Observation data (J2000 epoch)
- Constellation: Camelopardalis
- Right ascension: 03^{h} 31.6^{m}
- Declination: +58° 38′
- Mean distance: 3.3 kly (1.0 kpc)
- Radial velocity: +1.6 km/s

Physical characteristics
- Mass: 5.0×10^{3} M_{☉}

= Camelopardalis OB1 =

Group of stars

Camelopardalis OB1 (Cam OB1) is a group of young stars that share a common origin and a similar motion through space, but, as a whole, are no longer gravitationally bound. The name indicates this stellar association is located in the area of the Camelopardalis constellation which includes a number of massive, short-lived OB stars. The association is ~1000 pc distant from the Sun, with members lying between 500 pc and 1500 pc away. It is located on the edge of the local Orion Arm of the Milky Way galaxy and lies outside the traditional Gould Belt.

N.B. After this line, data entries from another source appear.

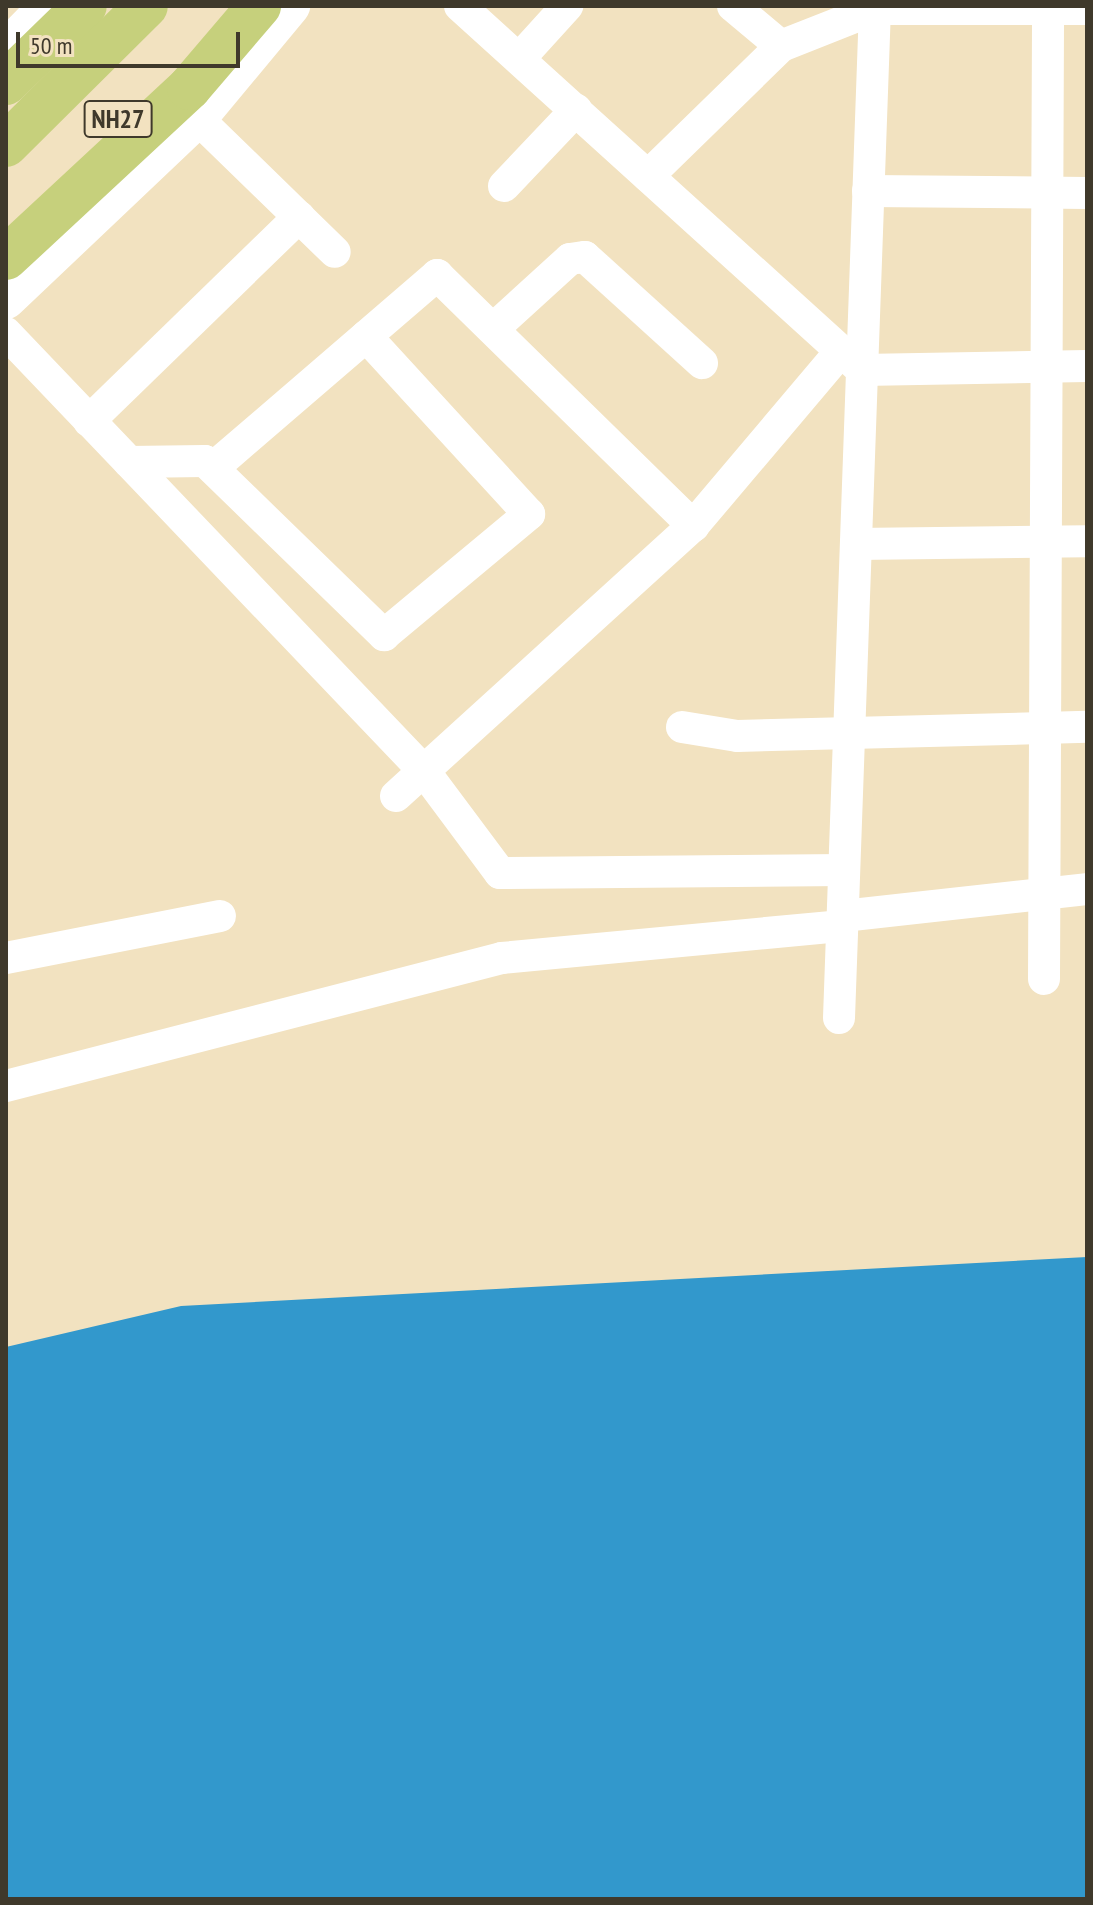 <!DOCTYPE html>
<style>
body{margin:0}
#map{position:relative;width:1093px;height:1905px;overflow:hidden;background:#f2e2c0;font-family:"PT Sans Narrow",sans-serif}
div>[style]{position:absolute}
.water>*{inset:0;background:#3298cc}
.minor>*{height:32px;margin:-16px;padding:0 16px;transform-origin:16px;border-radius:16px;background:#fff}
.tertiary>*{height:40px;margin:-20px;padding:0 20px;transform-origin:20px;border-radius:20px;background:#fff}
.trunk>*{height:44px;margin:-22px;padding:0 22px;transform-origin:22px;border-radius:22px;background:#c6d07c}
span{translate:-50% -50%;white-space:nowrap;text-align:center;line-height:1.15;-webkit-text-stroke:6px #f2e2c0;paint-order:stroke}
.shield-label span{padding:2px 6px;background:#f2e2c0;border:2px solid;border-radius:6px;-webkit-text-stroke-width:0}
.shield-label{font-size:26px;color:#3f392b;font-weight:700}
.frame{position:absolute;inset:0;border:8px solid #3f392b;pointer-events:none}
.scale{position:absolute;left:16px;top:32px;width:224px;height:36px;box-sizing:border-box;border:4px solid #3f392b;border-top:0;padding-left:10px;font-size:24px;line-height:28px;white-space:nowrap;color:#3f392b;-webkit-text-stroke:6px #f2e2c0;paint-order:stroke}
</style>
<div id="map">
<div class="water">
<i style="clip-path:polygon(1087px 1257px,1087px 1899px,6px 1899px,6px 1347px,181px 1306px)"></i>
</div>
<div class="minor">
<i style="left:460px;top:6px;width:542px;rotate:42.16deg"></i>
<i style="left:862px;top:370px;width:225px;rotate:-1deg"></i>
<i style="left:733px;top:6px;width:62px;rotate:39.8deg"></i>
<i style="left:519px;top:59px;width:72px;rotate:-47.8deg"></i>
<i style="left:197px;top:118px;width:192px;rotate:44.2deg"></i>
<i style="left:648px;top:176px;width:186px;rotate:-44.3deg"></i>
<i style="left:781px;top:46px;width:101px;rotate:-21.5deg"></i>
<i style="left:875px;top:9px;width:212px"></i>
<i style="left:504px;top:186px;width:105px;rotate:-46.5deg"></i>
<i style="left:868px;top:191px;width:219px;rotate:0.5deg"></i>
<i style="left:493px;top:329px;width:104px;rotate:-42.3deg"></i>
<i style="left:570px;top:259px;width:15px;rotate:-8deg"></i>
<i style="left:585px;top:257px;width:158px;rotate:42.2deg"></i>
<i style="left:6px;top:333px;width:605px;rotate:46.34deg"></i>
<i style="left:424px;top:771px;width:127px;rotate:53.3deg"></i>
<i style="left:500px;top:873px;width:344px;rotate:-0.5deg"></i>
<i style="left:89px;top:421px;width:293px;rotate:-44.2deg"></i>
<i style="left:129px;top:462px;width:76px;rotate:-0.8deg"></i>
<i style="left:205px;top:461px;width:250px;rotate:44.2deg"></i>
<i style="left:384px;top:635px;width:189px;rotate:-39.8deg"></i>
<i style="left:529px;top:514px;width:241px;rotate:-132.5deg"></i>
<i style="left:213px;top:468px;width:296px;rotate:-40.7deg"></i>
<i style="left:437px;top:275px;width:359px;rotate:44.4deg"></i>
<i style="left:856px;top:544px;width:231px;rotate:-0.7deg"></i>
<i style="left:682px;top:727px;width:56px;rotate:9.3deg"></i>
<i style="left:737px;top:736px;width:350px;rotate:-1.5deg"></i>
<i style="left:396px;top:796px;width:401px;rotate:-42.3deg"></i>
<i style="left:693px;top:526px;width:229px;rotate:-49.8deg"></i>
<i style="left:843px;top:916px;width:245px;rotate:-6.3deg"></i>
<i style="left:6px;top:958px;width:218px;rotate:-11.1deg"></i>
<i style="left:1044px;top:979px;width:973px;rotate:-89.76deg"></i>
<i style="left:839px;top:1018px;width:1013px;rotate:-87.96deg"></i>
<i style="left:6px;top:1086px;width:512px;rotate:-14.47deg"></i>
<i style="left:502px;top:958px;width:342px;rotate:-5.4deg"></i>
</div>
<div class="tertiary">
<i style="left:6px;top:50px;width:62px;rotate:-45.7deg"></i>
<i style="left:6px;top:299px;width:263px;rotate:-43.5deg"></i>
<i style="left:197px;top:118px;width:146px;rotate:-50.3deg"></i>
</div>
<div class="trunk">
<i style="left:6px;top:83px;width:110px;rotate:-44.3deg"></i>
<i style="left:6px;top:145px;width:197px;rotate:-44.8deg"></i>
<i style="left:6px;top:258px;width:250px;rotate:-42.9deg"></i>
<i style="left:189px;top:88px;width:108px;rotate:-49.5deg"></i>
</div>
<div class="shield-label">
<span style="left:118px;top:119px">NH27</span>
</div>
<div class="frame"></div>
<div class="scale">50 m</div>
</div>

The member stars were first classified as an association by Georg (Jiří) Alter, B. Y. Israel, and Jaroslav Ruprecht in 1966. The open cluster NGC 1502 is considered a member of Cam OB1. A second cluster in Cam OB1, G144.9+0.4, was identified in 2010 with 91 OB candidate stars. Excluding these clusters, two O-type and 35 B-type stars have been identified as members. Stars have been forming in the region of this association for the last 100 million years, and star formation is still in progress. It has a combined mass of ~5,000 times the mass of the Sun.